He that would preach such a gospel must strive himself to "dwell near the fountain of grace," and drink deeply of its spiritual influences. Of such a man it has been strikingly said, "The most ordinary topics will open themselves with freshness and interest, and the things of the Spirit will display their inexhaustible variety and depth. He will pierce the invisible world. He will look, so to speak, into eternity, and will present the essence and core of religion; while so many, for want of spiritual discernment, rest satisfied with the surface and the shell. This spirit will not allow us to throw one grain of incense on the altar of vanity. It will make us forget ourselves so completely, as to convince our hearers we do so; and, displacing every thing else from the attention, leave nothing to be felt or thought of, but the majesty of truth and the realities of eternity."

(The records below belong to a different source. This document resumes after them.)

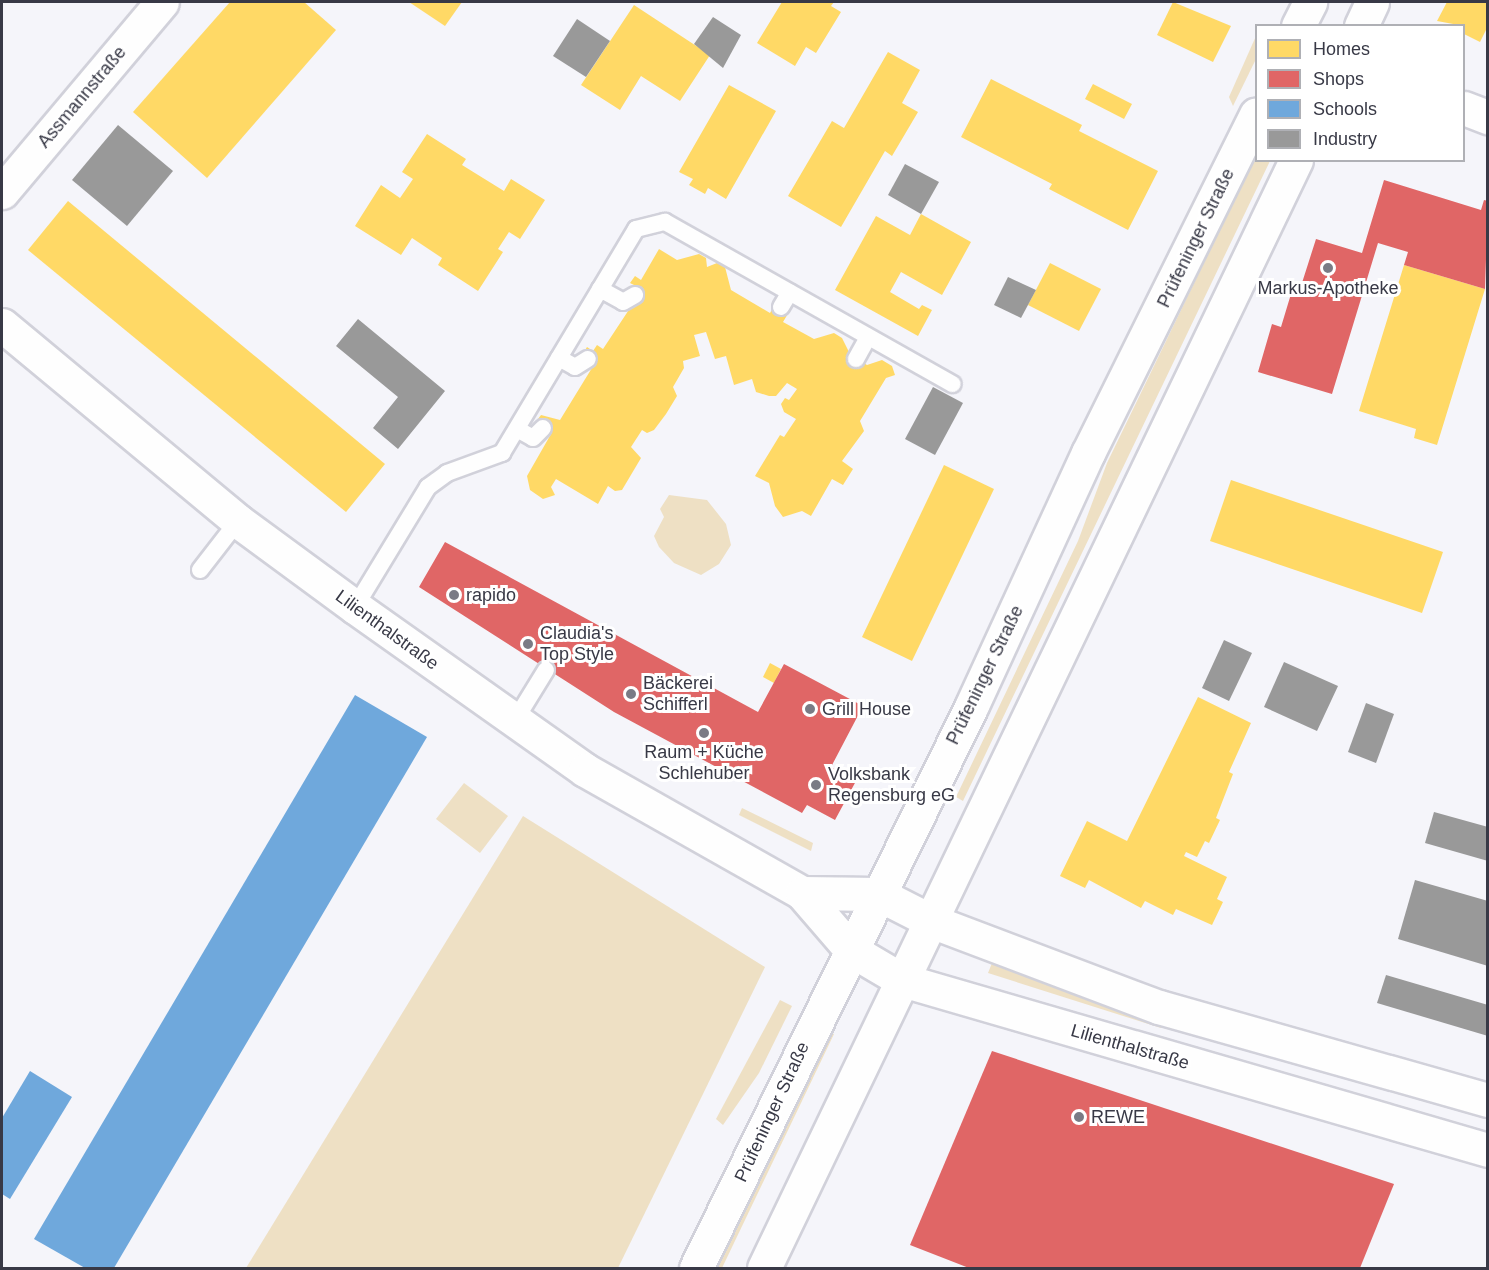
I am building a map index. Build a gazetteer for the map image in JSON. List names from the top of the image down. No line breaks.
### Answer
{"streets":{"street":["Assmannstraße","Prüfeninger Straße","Lilienthalstraße"]},"crossings":[["Prüfeninger Straße","Lilienthalstraße"]],"places":["Markus-Apotheke","rapido","Claudia's Top Style","Bäckerei Schifferl","Grill House","Raum + Küche Schlehuber","Volksbank Regensburg eG","REWE"],"legend":["Homes","Shops","Schools","Industry"]}
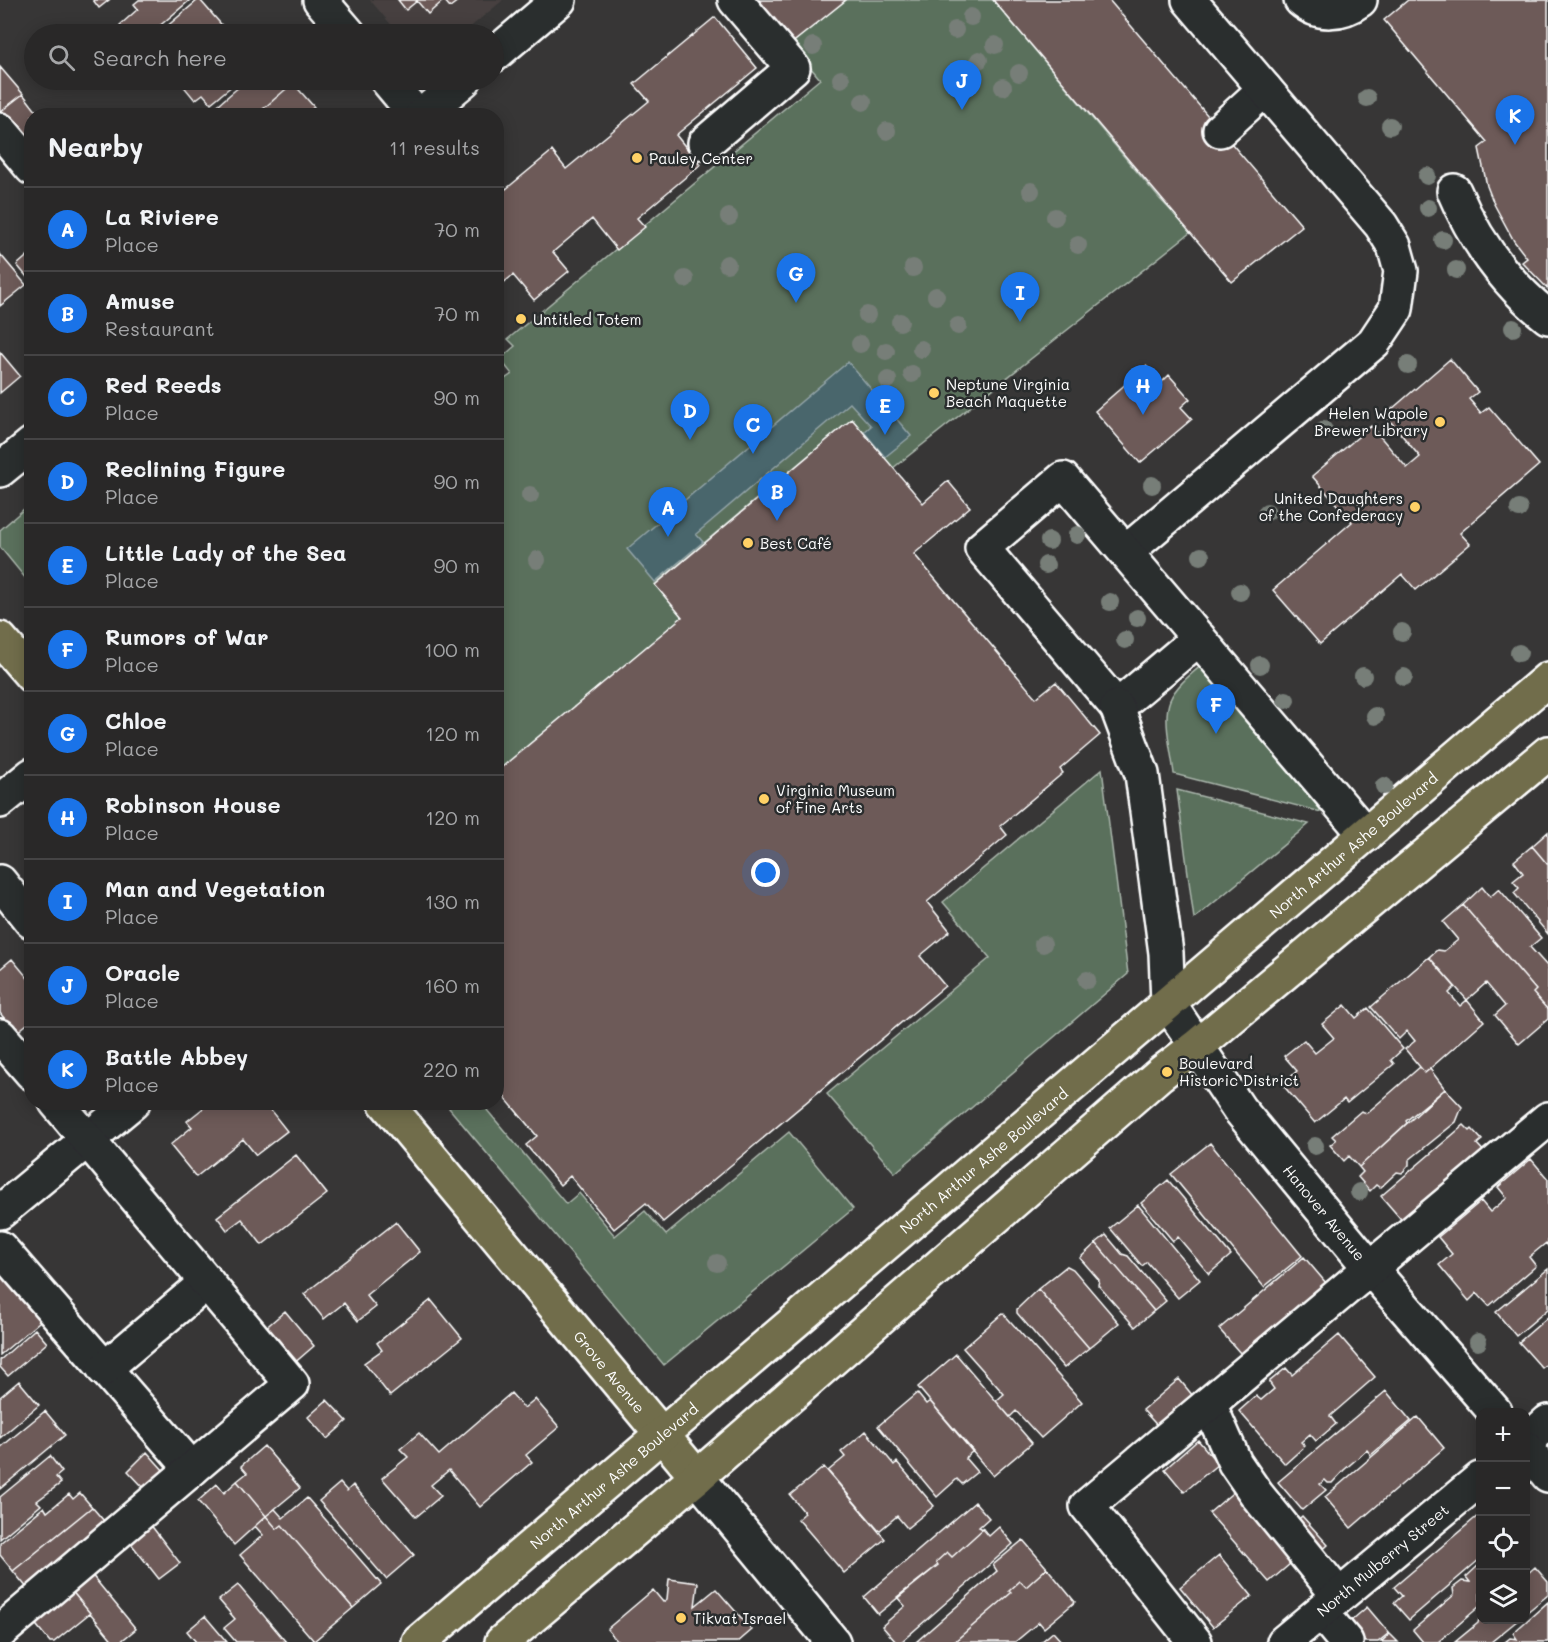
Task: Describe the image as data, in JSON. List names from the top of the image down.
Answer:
{
  "streets": {
    "main road": ["North Arthur Ashe Boulevard", "Grove Avenue"],
    "street": ["Hanover Avenue", "North Mulberry Street"]
  },
  "crossings": [
    ["North Arthur Ashe Boulevard", "Hanover Avenue"],
    ["North Arthur Ashe Boulevard", "Grove Avenue"]
  ],
  "places": [
    "Pauley Center",
    "Untitled Totem",
    "Neptune Virginia Beach Maquette",
    "Helen Wapole Brewer Library",
    "United Daughters of the Confederacy",
    "Best Café",
    "Virginia Museum of Fine Arts",
    "Boulevard Historic District",
    "Tikvat Israel"
  ],
  "page": {
    "search": "Search here",
    "pins": [
      "J",
      "K",
      "G",
      "I",
      "H",
      "E",
      "D",
      "C",
      "B",
      "A",
      "F"
    ],
    "heading": ["Nearby", "11 results"],
    "list": [
      {
        "mark": "A",
        "name": "La Riviere",
        "note": "Place",
        "value": "70 m"
      },
      {
        "mark": "B",
        "name": "Amuse",
        "note": "Restaurant",
        "value": "70 m"
      },
      {
        "mark": "C",
        "name": "Red Reeds",
        "note": "Place",
        "value": "90 m"
      },
      {
        "mark": "D",
        "name": "Reclining Figure",
        "note": "Place",
        "value": "90 m"
      },
      {
        "mark": "E",
        "name": "Little Lady of the Sea",
        "note": "Place",
        "value": "90 m"
      },
      {
        "mark": "F",
        "name": "Rumors of War",
        "note": "Place",
        "value": "100 m"
      },
      {
        "mark": "G",
        "name": "Chloe",
        "note": "Place",
        "value": "120 m"
      },
      {
        "mark": "H",
        "name": "Robinson House",
        "note": "Place",
        "value": "120 m"
      },
      {
        "mark": "I",
        "name": "Man and Vegetation",
        "note": "Place",
        "value": "130 m"
      },
      {
        "mark": "J",
        "name": "Oracle",
        "note": "Place",
        "value": "160 m"
      },
      {
        "mark": "K",
        "name": "Battle Abbey",
        "note": "Place",
        "value": "220 m"
      }
    ],
    "map_buttons": ["+", "−"]
  }
}
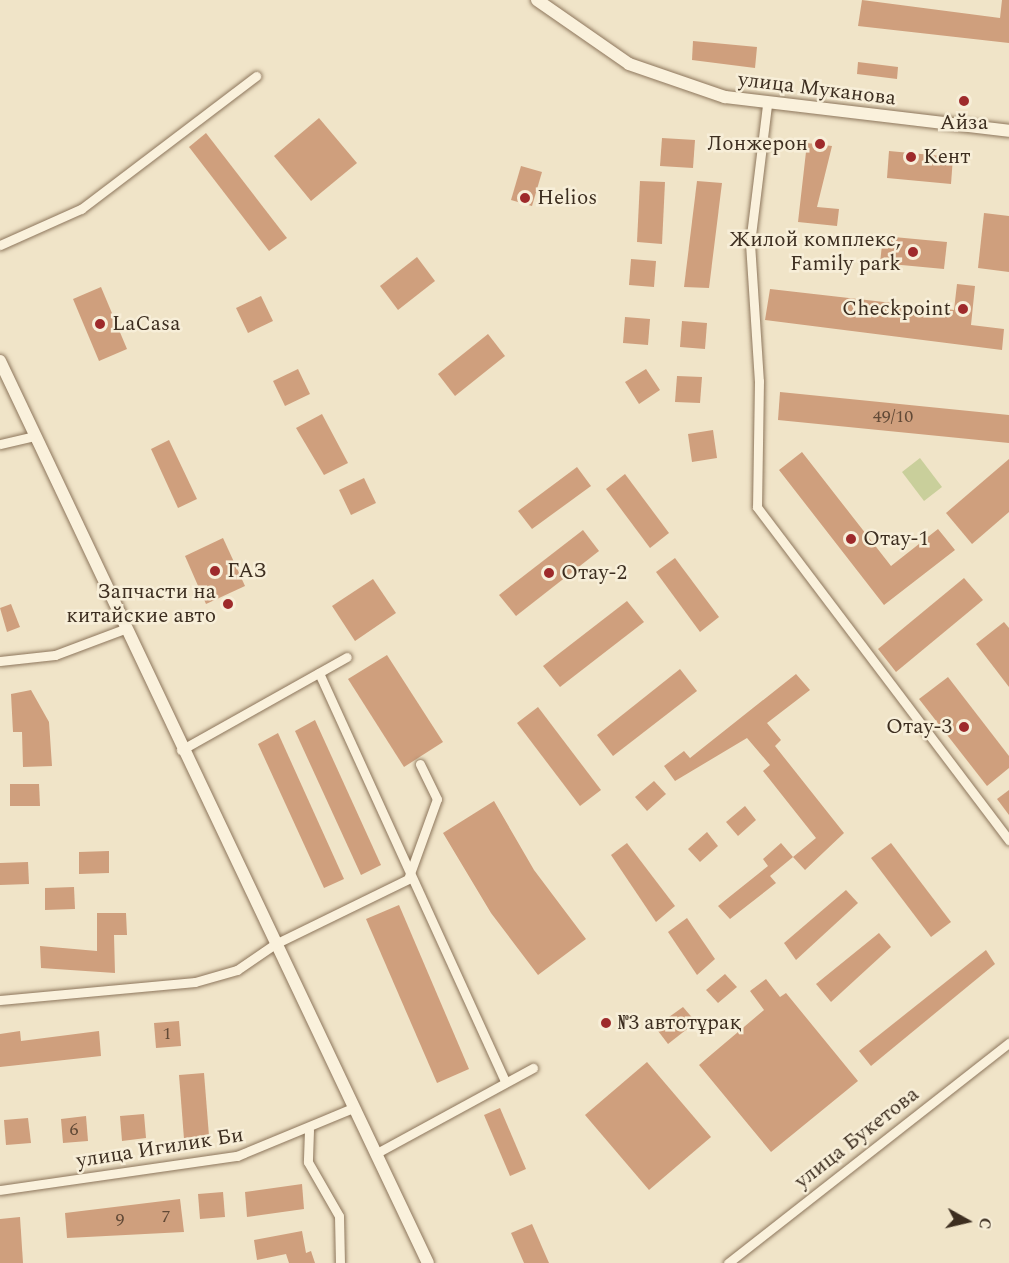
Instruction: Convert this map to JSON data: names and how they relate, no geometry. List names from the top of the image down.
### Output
{
  "streets": {
    "main road": ["улица Муканова"],
    "street": ["улица Букетова", "улица Игилик Би"]
  },
  "places": [
    "Айза",
    "Лонжерон",
    "Кент",
    "Helios",
    "Жилой комплекс, Family park",
    "Checkpoint",
    "LaCasa",
    "Отау-1",
    "ГАЗ",
    "Отау-2",
    "Запчасти на китайские авто",
    "Отау-3",
    "№3 автотұрақ"
  ],
  "house_numbers": [
    "49/10",
    "1",
    "6",
    "7",
    "9"
  ],
  "north": "right"
}
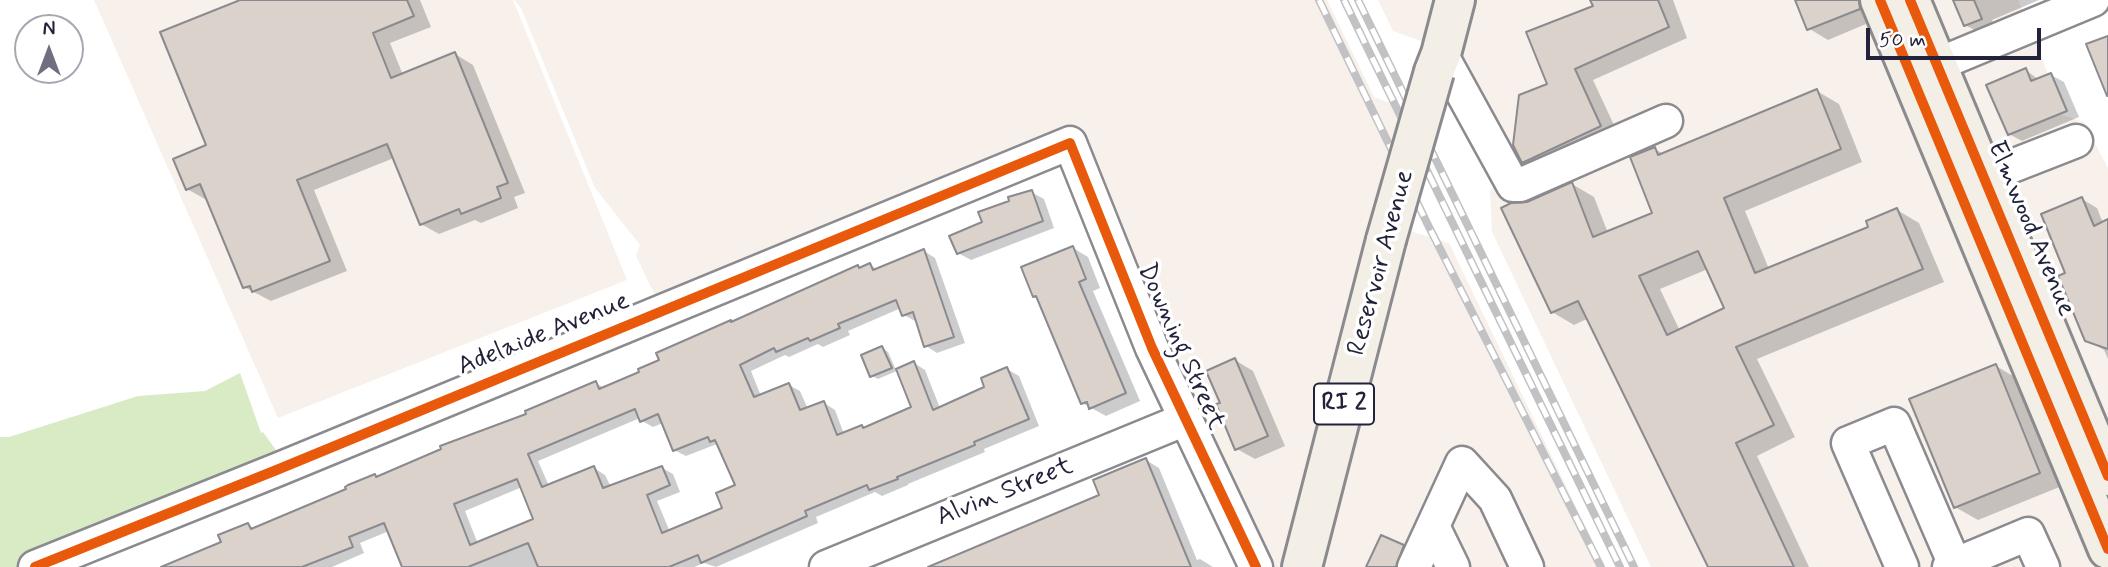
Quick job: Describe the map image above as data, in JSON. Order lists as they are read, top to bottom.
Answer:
{
  "streets": {
    "main road": ["Elmwood Avenue", "Reservoir Avenue", "RI 2"],
    "street": ["Adelaide Avenue", "Downing Street", "Alvin Street"]
  },
  "crossings": [
    ["Adelaide Avenue", "Downing Street"],
    ["Downing Street", "Alvin Street"]
  ],
  "scale_bar": "50 m",
  "north": "top"
}
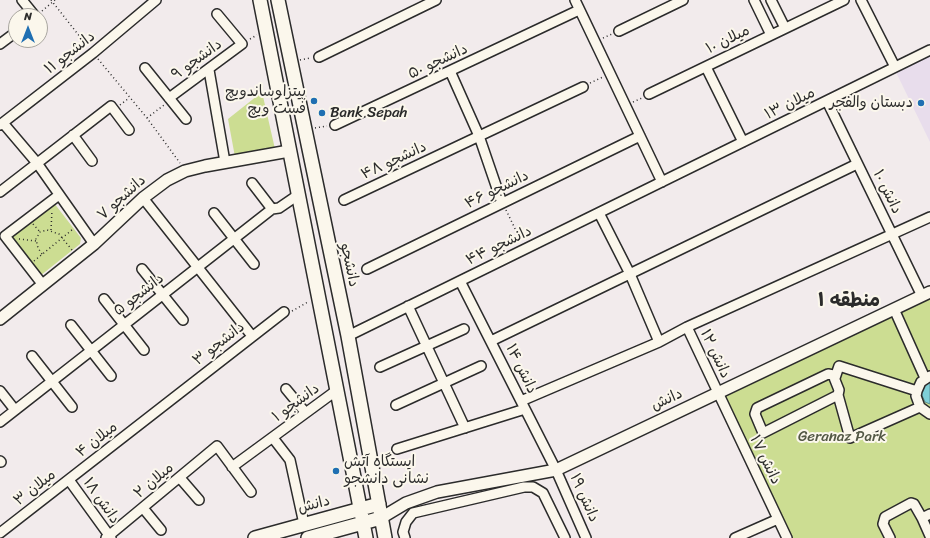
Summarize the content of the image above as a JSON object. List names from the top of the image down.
{
  "streets": {
    "main road": ["دانشجو", "دانش"],
    "street": [
      "میلان ۱۰",
      "دانشجو ۱۱",
      "دانشجو ۹",
      "دانشجو ۵۰",
      "میلان ۱۳",
      "دانشجو ۴۸",
      "دانشجو ۴۶",
      "دانش ۱۰",
      "دانشجو ۷",
      "دانشجو ۴۴",
      "دانشجو ۵",
      "دانشجو ۳",
      "دانش ۱۲",
      "دانش ۱۴",
      "دانشجو ۱",
      "میلان ۴",
      "دانش ۱۷",
      "میلان ۲",
      "میلان ۳",
      "دانش ۱۹",
      "دانش ۱۸"
    ]
  },
  "crossings": [
    ["میلان ۱۳", "دانش ۱۰"],
    ["میلان ۱۳", "دانشجو ۴۴"],
    ["دانش ۱۰", "دانش"],
    ["دانشجو ۴۴", "دانشجو"],
    ["دانشجو ۴۴", "دانش ۱۴"],
    ["دانشجو", "دانش"],
    ["دانشجو ۳", "میلان ۴"],
    ["دانش ۱۲", "دانش"],
    ["دانش ۱۲", "دانش ۱۷"],
    ["دانش ۱۴", "دانش"],
    ["دانش ۱۴", "دانش ۱۹"],
    ["دانش", "دانش ۱۷"],
    ["دانش", "دانش ۱۹"],
    ["دانشجو ۱", "میلان ۲"],
    ["میلان ۴", "میلان ۳"],
    ["میلان ۴", "دانش ۱۸"],
    ["میلان ۲", "دانش ۱۸"],
    ["میلان ۳", "دانش ۱۸"]
  ],
  "districts": ["منطقه ۱"],
  "parks": ["Geranaz Park"],
  "places": [
    "پیتزاوساندویچ فست ویچ",
    "دبستان والفجر",
    "Bank Sepah",
    "ایستگاه آتش نشانی دانشجو"
  ],
  "north": "top"
}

It is wholly a mistake to regard the responsibility for the dispensation of truth as confined to the ministry. Not a hearer but has a part in shaping that public sentiment which, for good and for evil, is operating to modify preaching. If the people of God in this land desire a ministry, who, under all the change and pressure of our times, shall still instruct, search, persuade, and elevate their souls, let them remember that they make the preacher. The minister of Christ cannot preach much in advance of his people. If their sentiment is perverted from the simplicity that is in Christ; if they thirst for intellectual entertainment in the sanctuary; if they consider preaching which singles them out, which follows them to the everyday duties and circumstances of life, and probes their secret sins, as meddlesome; they bring a temptation on the ambassadors of Christ, which the most faithful and independent find it hard to bear. Let them rather see to it, that the influence, which assuredly reacts from every individual on the ministry of the day, shall tend to engage the whole force of their talent in the quickening of piety and the saving of souls. Let them require of their preachers that they be thoroughly men of the age; foremost in its movements, informed of its demands, quick to discern its opportunities. Let them require, also, that they be men and preachers for eternity; acknowledging no master but Christ, knowing no man after the flesh, yet knowing every human being as a lost and [it may be] ransomed brother, to whom they bring a message from the King.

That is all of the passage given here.